Valgan estas breves consideraciones para recordar una vez más que toda persona es sagrada y que no hay, no debería haber, ideología o sistema político que justifique el crimen. Si la vida vale y la libertad es necesaria, un orden político que merezca ese nombre debe proponerse crear las instituciones necesarias para hacer exigible estos valores. La experiencia histórica enseña que sólo el Estado de Derecho en clave democrática y liberal es el que garantiza la vigencia de los derechos humanos. Y que los derechos humanos valen para todos, porque no hay torturadores buenos y torturadores malos; o criminales buenos y criminales malos. ¿Dos demonios? No sé si el diablo existe, pero si existe estoy convencido de que es uno, no dos. Y su oficio es el de la muerte, no importa en nombre de qué causa o de qué orden.
Exigir la sanción a represores es una consecuencia de un imperativo a favor de la justicia, pero una política de derechos humanos va mucho más allá de un juicio o una condena. Discutir sobre derechos humanos entonces es discutir acerca de la calidad del Estado. O, para ser más preciso, las alternativas que trajinan entre el terrorismo de Estado y el Estado de Derecho.
Hoy el debate incluye el pasado. ¿Qué hacer con el pasado? ¿Desde dónde recuperarlo? ¿Memoria o historia? No es un juego de palabras. Se trata de dos formas antagónicas de relacionarse con el pasado. Es un debate teórico, pero sus consecuencias son prácticas. El rasgo distintivo de la memoria es la subjetividad, un dolor que encerrado en sí mismo degrada en resentimiento. La pretensión de la historia, por el contrario, es la objetividad, el esfuerzo por tomar distancia y contextualizar. La memoria no duda, no vacila ni revisa. La historia se propone exactamente lo contrario: dudar, vacilar y revisar. La memoria es antagónica a cualquier intento de reconciliación. No puede hacerlo, no debe hacerlo, se traicionaría a sí misma si lo hiciera; su naturaleza la impulsa a mantener intacto el odio y perpetuar los conflictos. La historia relativiza, instala el interrogante donde persiste una negación, se propone comprender y no sancionar, mucho menos castigar.

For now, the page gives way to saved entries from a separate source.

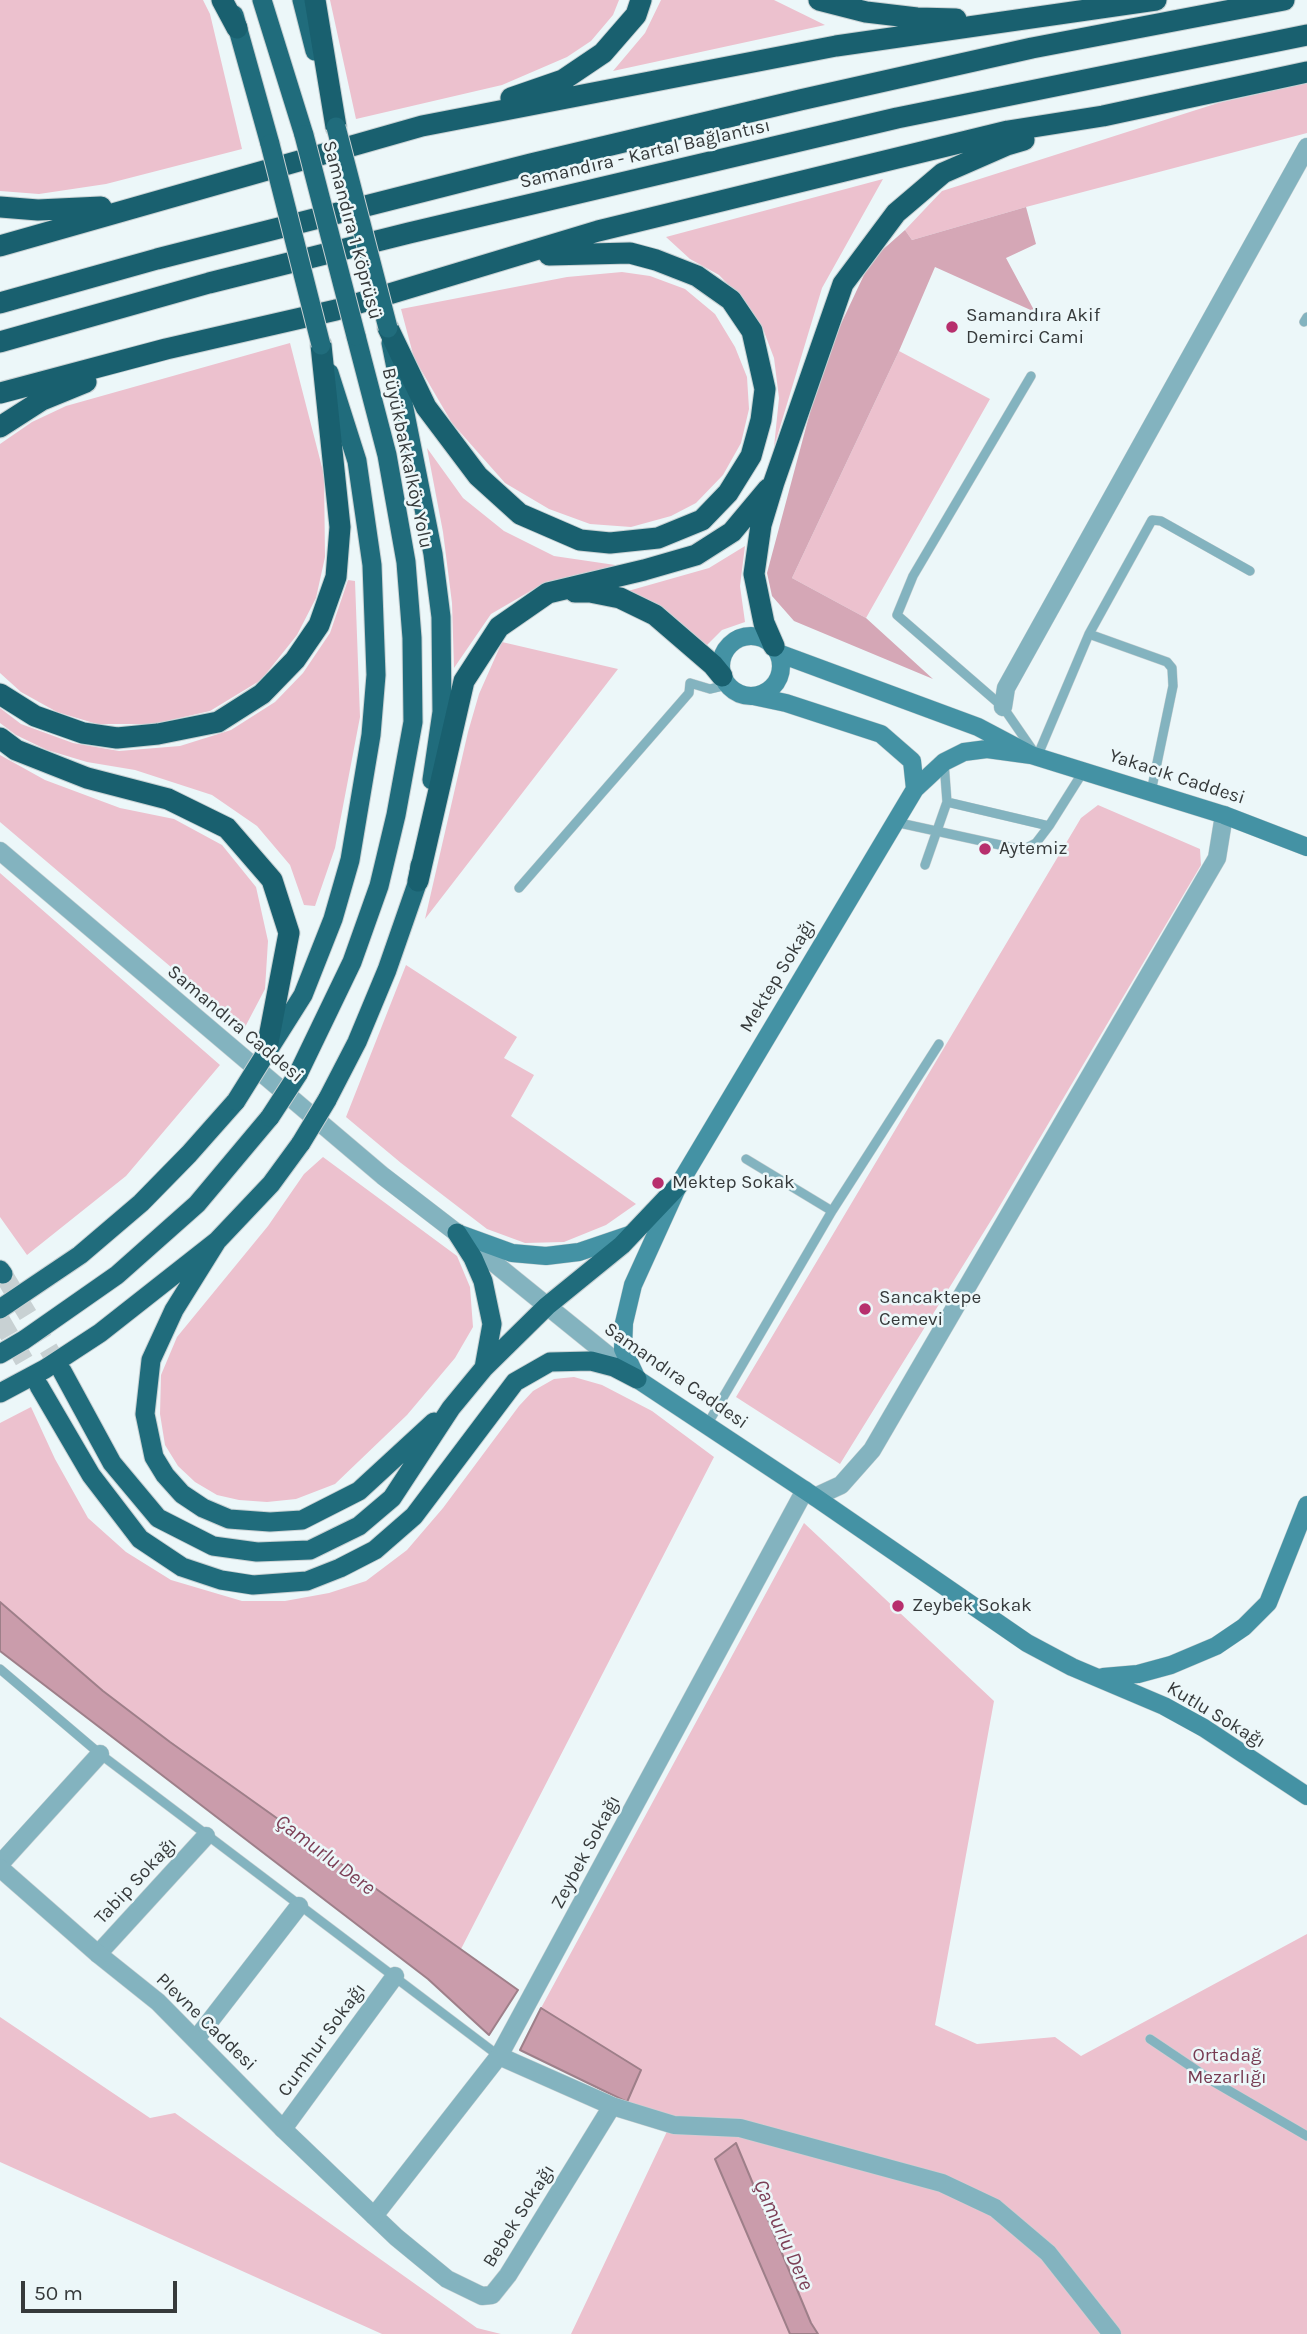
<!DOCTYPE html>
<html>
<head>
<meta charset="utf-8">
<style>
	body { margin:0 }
	#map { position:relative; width:1307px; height:2334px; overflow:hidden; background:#ecf7f9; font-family:Karla,sans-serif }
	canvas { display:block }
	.scale { position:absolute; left:21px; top:2281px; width:156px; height:32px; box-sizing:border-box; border:4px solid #363a3b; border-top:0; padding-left:9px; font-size:21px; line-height:24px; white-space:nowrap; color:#363a3b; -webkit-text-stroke:5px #ecf7f9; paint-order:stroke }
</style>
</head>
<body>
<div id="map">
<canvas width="1307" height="2334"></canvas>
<div class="scale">50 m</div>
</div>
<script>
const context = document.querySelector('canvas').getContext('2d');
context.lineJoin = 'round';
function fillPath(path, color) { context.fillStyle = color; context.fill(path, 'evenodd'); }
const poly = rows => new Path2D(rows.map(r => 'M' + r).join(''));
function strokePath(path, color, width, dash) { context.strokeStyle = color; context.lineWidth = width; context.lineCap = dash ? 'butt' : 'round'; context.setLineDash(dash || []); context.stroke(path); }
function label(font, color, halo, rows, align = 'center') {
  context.font = font + ' Karla,sans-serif'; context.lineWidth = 5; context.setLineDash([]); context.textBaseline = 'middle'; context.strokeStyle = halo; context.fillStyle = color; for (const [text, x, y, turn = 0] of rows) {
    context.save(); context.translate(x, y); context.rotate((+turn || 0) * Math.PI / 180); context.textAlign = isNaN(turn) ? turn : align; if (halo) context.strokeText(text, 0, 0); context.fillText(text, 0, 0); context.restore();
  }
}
const green = poly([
	[0,0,203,0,210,14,242,149,106,184,39,194,0,191],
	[330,0,619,0,613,15,591,41,567,57,502,85,356,119],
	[661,0,774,0,825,25,613,71,645,33],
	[1307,83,1307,133,1026,207,912,240,905,230,942,191,1218,103],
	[883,179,822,288,774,447,779,398,774,358,763,329,745,302,719,275,690,259,666,237],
	[622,272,650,276,685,289,715,314,735,347,747,377,749,409,741,443,723,475,696,503,671,516,631,527,590,524,549,509,505,483,452,423,414,358,401,309,567,277],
	[290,343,324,475,325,557,316,598,297,635,261,680,210,711,153,724,97,724,57,712,21,692,0,673,0,444,32,422,66,406],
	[899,351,990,399,866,618,792,578],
	[427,448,463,498,504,531,554,556,622,566,546,582,491,614,454,668,452,603,443,532],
	[745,546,740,586,745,622,722,630,703,649,628,591,709,568],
	[348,580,355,581,360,717,335,848,315,906,304,905,290,865,257,826,212,795,135,770,87,762,47,750,16,735,0,723,0,708,21,724,73,743,119,751,180,746,231,730,275,702,303,673,330,633],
	[502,642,618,669,425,919,468,732,479,694],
	[0,755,45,780,120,808,174,819,222,845,256,887,268,941,265,989,244,1029,0,822],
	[1098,805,1200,849,1201,865,995,1214,840,1464,736,1397,1081,818],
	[0,873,220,1065,126,1176,27,1255,0,1217],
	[406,965,517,1037,504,1058,534,1075,511,1116,636,1204,606,1225,564,1242,525,1243,487,1229,401,1163,346,1117],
	[323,1157,457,1256,470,1287,473,1327,455,1358,407,1415,335,1484,296,1499,267,1502,239,1500,217,1495,195,1482,178,1466,165,1445,160,1414,161,1375,177,1337,268,1226,304,1174],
	[574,1377,602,1385,652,1411,714,1457,461,1949,170,1742,103,1691,0,1602,0,1423,31,1407,55,1459,88,1518,126,1552,171,1580,242,1601,285,1601,329,1593,366,1581,407,1550,443,1508,519,1406,533,1391,554,1379],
	[804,1523,994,1701,935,2025,977,2044,1055,2037,1081,2056,1307,1934,1307,2334,818,2334,811,2323,736,2144,715,2159,790,2334,571,2334,671,2123,627,2102,641,2070,541,2008],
	[0,2017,150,2118,175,2113,477,2328,501,2334,382,2334,0,2162]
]);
const forest = poly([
	[1026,207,1036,244,1006,258,1035,312,935,267,899,351,792,578,866,618,933,679,794,621,772,596,767,573,824,360,871,260,905,230,912,240]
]);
const water = poly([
	[0,1602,103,1691,170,1742,518,1990,489,2035,428,1979,0,1651,0,1602],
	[541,2008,641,2070,627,2102,520,2050,541,2008],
	[736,2143,811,2323,818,2334,790,2334,715,2159,736,2143]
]);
const trunkTunnel = poly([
	[3,1274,62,1371],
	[0,1319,39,1386]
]);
const service = poly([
	[1304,322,1307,317],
	[1031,376,913,576,897,615,1003,707,1034,752],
	[1089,634,1167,662,1172,668,1173,686,1151,792],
	[1037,757,1089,634,1152,520,1161,521,1250,571],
	[944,762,947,802,1049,826,1083,772],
	[895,822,1023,850,1036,843,1049,826],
	[925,865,947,802],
	[519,888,689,693,690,683,710,689,727,685],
	[746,1159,832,1211],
	[707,1425,832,1211,939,1044],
	[0,1669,100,1754,499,2056],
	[1150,2039,1214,2082,1307,2136]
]);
const minor = poly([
	[1003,707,1006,688,1307,147],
	[815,1497,841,1485,872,1450,1217,858,1224,815],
	[0,1864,100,1754],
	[98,1954,206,1836],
	[196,2039,299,1906],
	[499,2056,612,2106,674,2125,740,2128,942,2183,995,2208,1048,2253,1112,2334],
	[612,2106,508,2275,492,2295,482,2296,447,2279,396,2237,374,2216,499,2056,805,1490],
	[283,2129,395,1976]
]);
const tertiary = poly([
	[0,851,383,1176,457,1233,625,1369],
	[0,1868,98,1954,158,2002,283,2129,374,2216]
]);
const secondary = poly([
	'721 666a30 30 0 1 1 60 0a30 30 0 1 1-60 0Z',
	[778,653,978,727,1031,755,1224,815,1307,847],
	[753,696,786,703,881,734,912,761,915,789],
	[1031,755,987,749,964,752,944,762,915,789,678,1186,633,1285,624,1323,623,1349,637,1379,815,1497,1027,1643,1072,1667,1164,1706,1204,1728,1307,1796],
	[457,1233,512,1253,546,1256,579,1252,632,1234],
	[1103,1677,1138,1674,1171,1665,1216,1646,1244,1627,1268,1603,1307,1505]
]);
const trunk = poly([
	[262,0,304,135],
	[302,0,315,51],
	[234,15,270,144],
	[391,343,433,554,441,617,442,712,432,780],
	[267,1052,303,995,333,919,350,860,371,735,376,675,372,565,357,461,329,373],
	[298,1074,352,962,379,886,396,815,413,722,412,638,406,562,387,455,356,336],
	[327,1100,357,1042,387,970,418,881,420,865],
	[457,1233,473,1258,483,1281,492,1324,484,1368],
	[217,1241,174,1310,151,1360,145,1414,154,1457,165,1475,182,1494,203,1508,229,1519,270,1522,302,1520,359,1491,434,1422],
	[0,1270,3,1274],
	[0,1309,80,1255,141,1203,189,1154,236,1101],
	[0,1354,24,1340,117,1275,197,1204,270,1117],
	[62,1371,112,1463,158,1518,213,1546,257,1552,310,1550,359,1526,392,1498,451,1408,484,1368,547,1306,622,1245,678,1186],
	[39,1386,91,1475,140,1539,182,1567,221,1580,253,1585,307,1581,340,1568,375,1550,414,1516,515,1382,550,1362,591,1361,614,1367,637,1379],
	[0,1393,45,1369,100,1333,217,1241,271,1184,301,1143]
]);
const motorway = poly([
	[222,0,237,28],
	[315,0,336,127],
	[819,0,866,12,917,18,956,19],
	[511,98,563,80,603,53,636,15,641,0],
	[0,207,38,210,101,207],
	[0,246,422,126,836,46,1156,0],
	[0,303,157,259,531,164,800,100,1032,48,1284,0],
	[388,328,426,407,478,476,520,514,580,540,610,543,658,538,702,520,728,493,751,456,761,420,765,389,752,331,731,300,697,276,656,260,630,253,549,255],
	[0,342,209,283,409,233,897,118,1307,35],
	[0,393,166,349,336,310,598,231,1008,131,1103,116,1307,72],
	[0,427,42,400,86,382],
	[575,592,590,592,620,598,655,615,713,665,722,676],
	[774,646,764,623,754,574,761,525,774,482,843,284,896,213,943,173,1007,145,1024,140],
	[0,694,35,716,83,733,117,738,158,734,218,722,262,694,295,660,319,625,336,577,340,527,321,345],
	[0,738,16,750,87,778,168,799,227,828,272,880,289,933,266,1053],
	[418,881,464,681,499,627,548,593,644,570,696,555,732,532,768,489]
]);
const trunkBridge = poly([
	[336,127,388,328],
	[304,135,356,336],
	[270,144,321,345],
	[236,1101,266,1053],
	[270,1117,298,1074],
	[301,1143,327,1100]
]);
const markers = [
	[952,327,7,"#b72f6d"],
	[985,849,7,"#b72f6d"],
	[658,1183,7,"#b72f6d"],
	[865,1309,7,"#b72f6d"],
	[898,1606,7,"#b72f6d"]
];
const streetNames = [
	["Samandıra - Kartal Bağlantısı",645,154,-13],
	["Samandıra 1 Köprüsü",352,230,75],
	["Büyükbakkalköy Yolu",407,458,78],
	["Yakacık Caddesi",1177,777,18],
	["Mektep Sokağı",778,976,-59],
	["Samandıra Caddesi",235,1024,40],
	["Samandıra Caddesi",676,1376,35],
	["Kutlu Sokağı",1216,1715,31],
	["Zeybek Sokağı",586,1852,-62],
	["Tabip Sokağı",136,1881,-47],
	["Plevne Caddesi",206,2022,44],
	["Cumhur Sokağı",322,2040,-54],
	["Bebek Sokağı",519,2216,-58]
];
const poiNames = [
	["Samandıra Akif",966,316],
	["Demirci Cami",966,338],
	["Aytemiz",999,849],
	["Mektep Sokak",672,1183],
	["Sancaktepe",879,1298],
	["Cemevi",879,1320],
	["Zeybek Sokak",912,1606]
];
const parkNames = [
	["Ortadağ",1227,2056],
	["Mezarlığı",1227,2078]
];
const waterNames = [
	["Çamurlu Dere",325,1855,37],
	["Çamurlu Dere",783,2235,66]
];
fillPath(green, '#ecc1ce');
fillPath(forest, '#d5a7b6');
fillPath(water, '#ca9cab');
strokePath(water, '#9e7f89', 2);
strokePath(trunkTunnel, '#c8d1d3', 19, [19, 10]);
strokePath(service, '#c8d1d3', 10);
strokePath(minor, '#c8d1d3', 19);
strokePath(tertiary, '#c8d1d3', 19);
strokePath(secondary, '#c8d1d3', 19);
strokePath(trunk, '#c8d1d3', 21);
strokePath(motorway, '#c8d1d3', 23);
strokePath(service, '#83b3bf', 9);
strokePath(minor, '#83b3bf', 18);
strokePath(tertiary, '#83b3bf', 18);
strokePath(secondary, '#4492a4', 18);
strokePath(trunk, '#206c7c', 19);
strokePath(motorway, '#19606f', 21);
strokePath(trunkBridge, '#c8d1d3', 21, []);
strokePath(trunkBridge, '#206c7c', 19);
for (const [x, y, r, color] of markers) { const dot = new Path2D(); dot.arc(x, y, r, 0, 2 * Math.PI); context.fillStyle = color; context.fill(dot); strokePath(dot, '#ecf7f9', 2.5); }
label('19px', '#363a3b', '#ecf7f9', streetNames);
label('19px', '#363a3b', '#ecf7f9', poiNames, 'left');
label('19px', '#773b52', '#ecf7f9', parkNames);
label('italic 21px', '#7c3f56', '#ecf7f9', waterNames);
</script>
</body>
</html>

Los problemas se agravan cuando la memoria pretende apropiarse de la justicia y santifica la venganza, terrible paradoja, porque históricamente la justicia se constituyó precisamente para abolir la venganza. El pasado no puede caer en el olvido, pero su contexto es la historia. Porque el ciudadano en un Estado de Derecho se constituye desde la historia, no desde la memoria, mucho menos desde el anacronismo. O desde su fatal e inevitable descomposición moral, cuando el poder se apropia de la memoria y la virtud deviene en curro.